Required action =>
Except for the pictures, write out all the records that follow exactly.

Data extracts =>
+++++

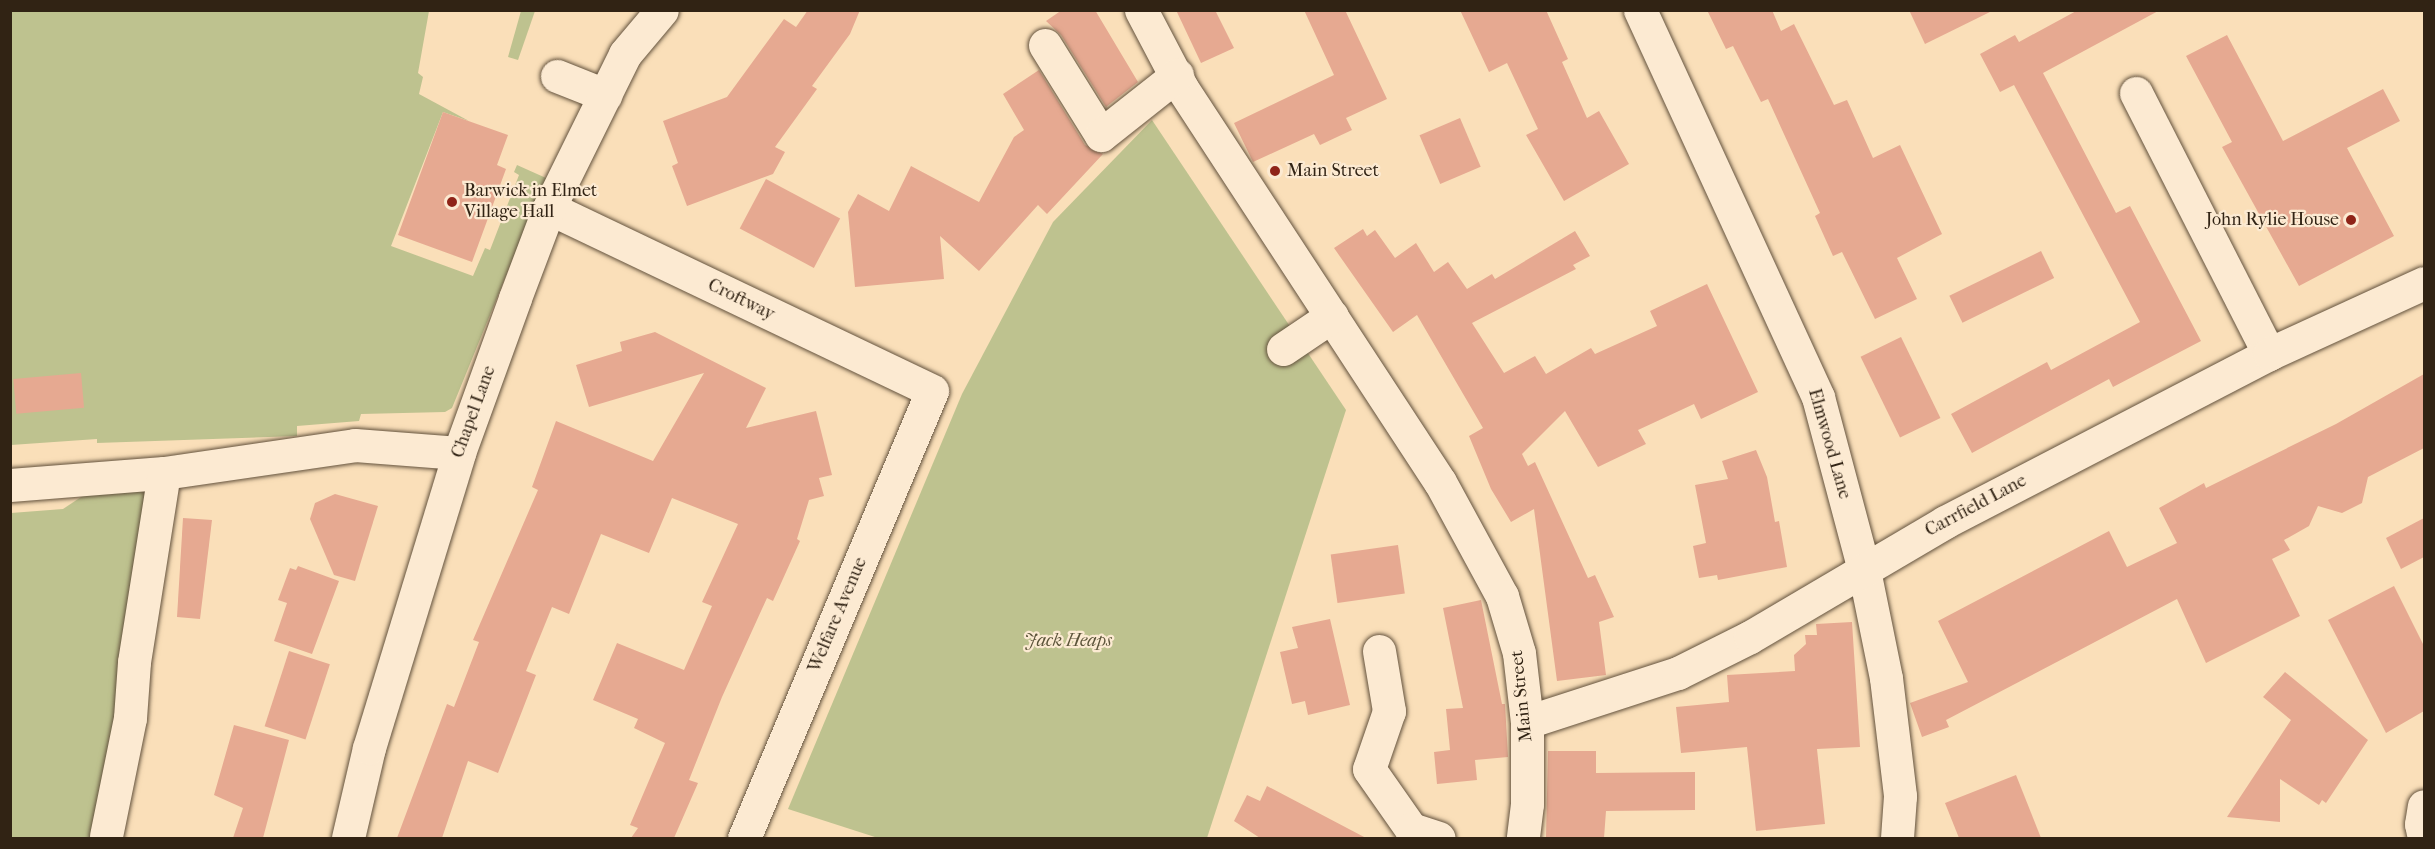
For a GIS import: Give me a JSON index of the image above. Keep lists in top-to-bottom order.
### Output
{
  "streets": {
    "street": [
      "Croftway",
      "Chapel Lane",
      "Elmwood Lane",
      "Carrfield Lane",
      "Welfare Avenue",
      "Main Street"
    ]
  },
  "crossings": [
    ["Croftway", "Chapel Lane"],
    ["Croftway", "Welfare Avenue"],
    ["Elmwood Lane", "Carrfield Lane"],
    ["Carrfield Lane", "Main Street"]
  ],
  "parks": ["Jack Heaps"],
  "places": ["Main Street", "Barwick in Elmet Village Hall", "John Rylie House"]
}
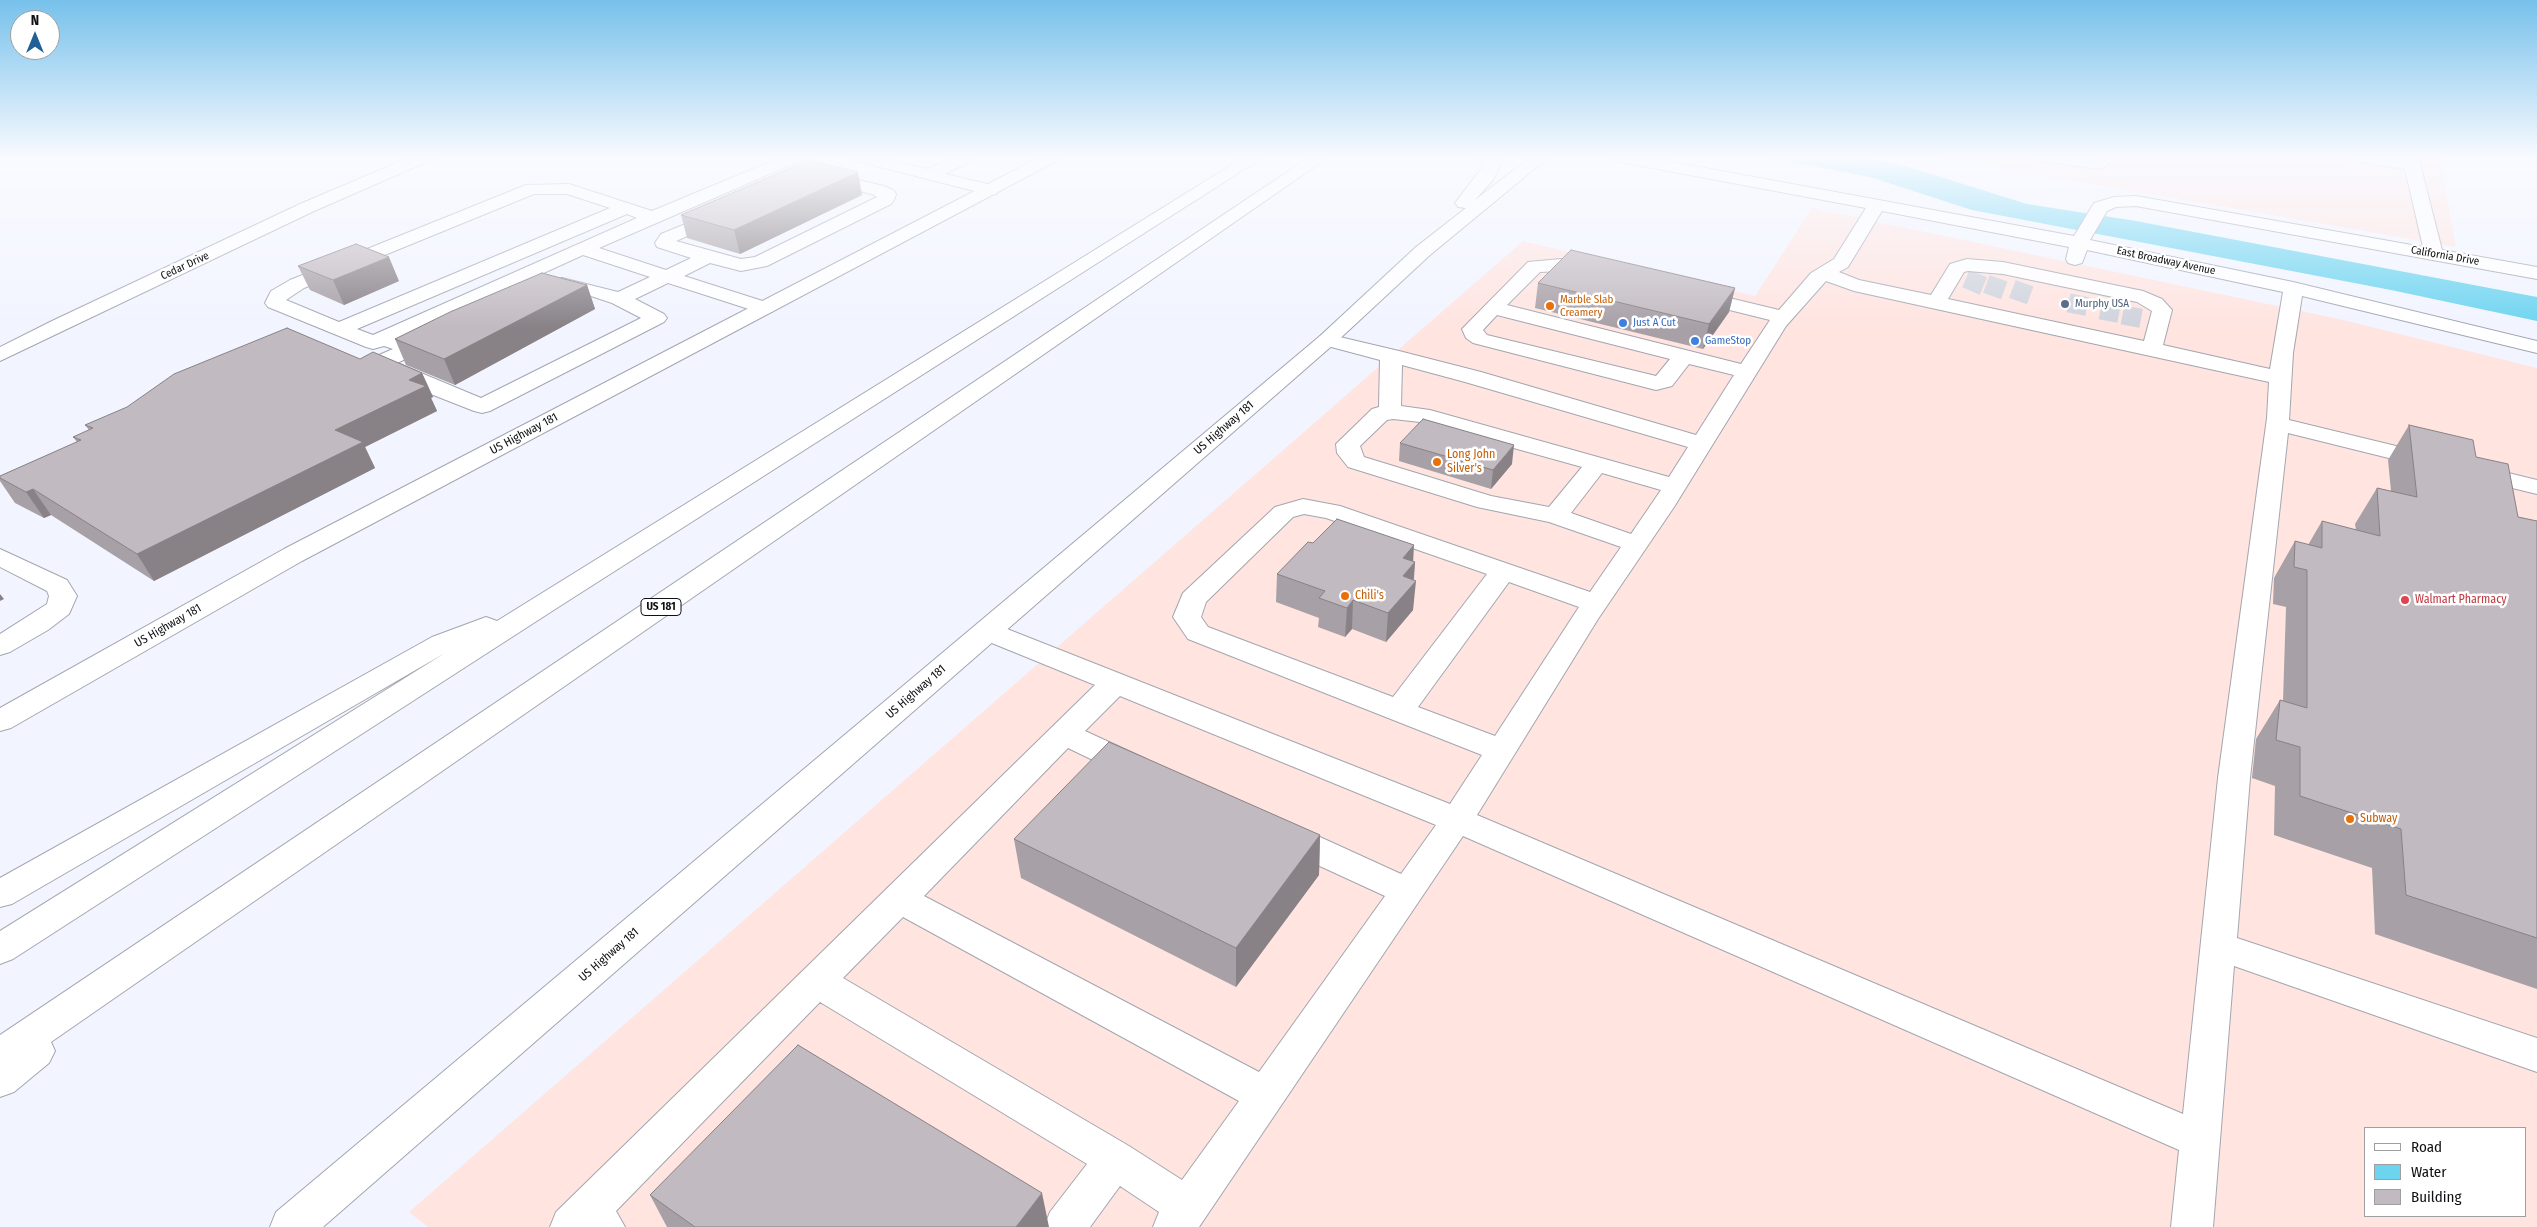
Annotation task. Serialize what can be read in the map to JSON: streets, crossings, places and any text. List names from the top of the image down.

+++++

Result of the task =>
For a GIS import: Give me a JSON index of the image above. Keep lists in top-to-bottom order.
### Output
{
  "streets": {
    "street": [
      "Croftway",
      "Chapel Lane",
      "Elmwood Lane",
      "Carrfield Lane",
      "Welfare Avenue",
      "Main Street"
    ]
  },
  "crossings": [
    ["Croftway", "Chapel Lane"],
    ["Croftway", "Welfare Avenue"],
    ["Elmwood Lane", "Carrfield Lane"],
    ["Carrfield Lane", "Main Street"]
  ],
  "parks": ["Jack Heaps"],
  "places": ["Main Street", "Barwick in Elmet Village Hall", "John Rylie House"]
}
Annotation task. Serialize what can be read in the map to JSON: streets, crossings, places and any text. List names from the top of the image down.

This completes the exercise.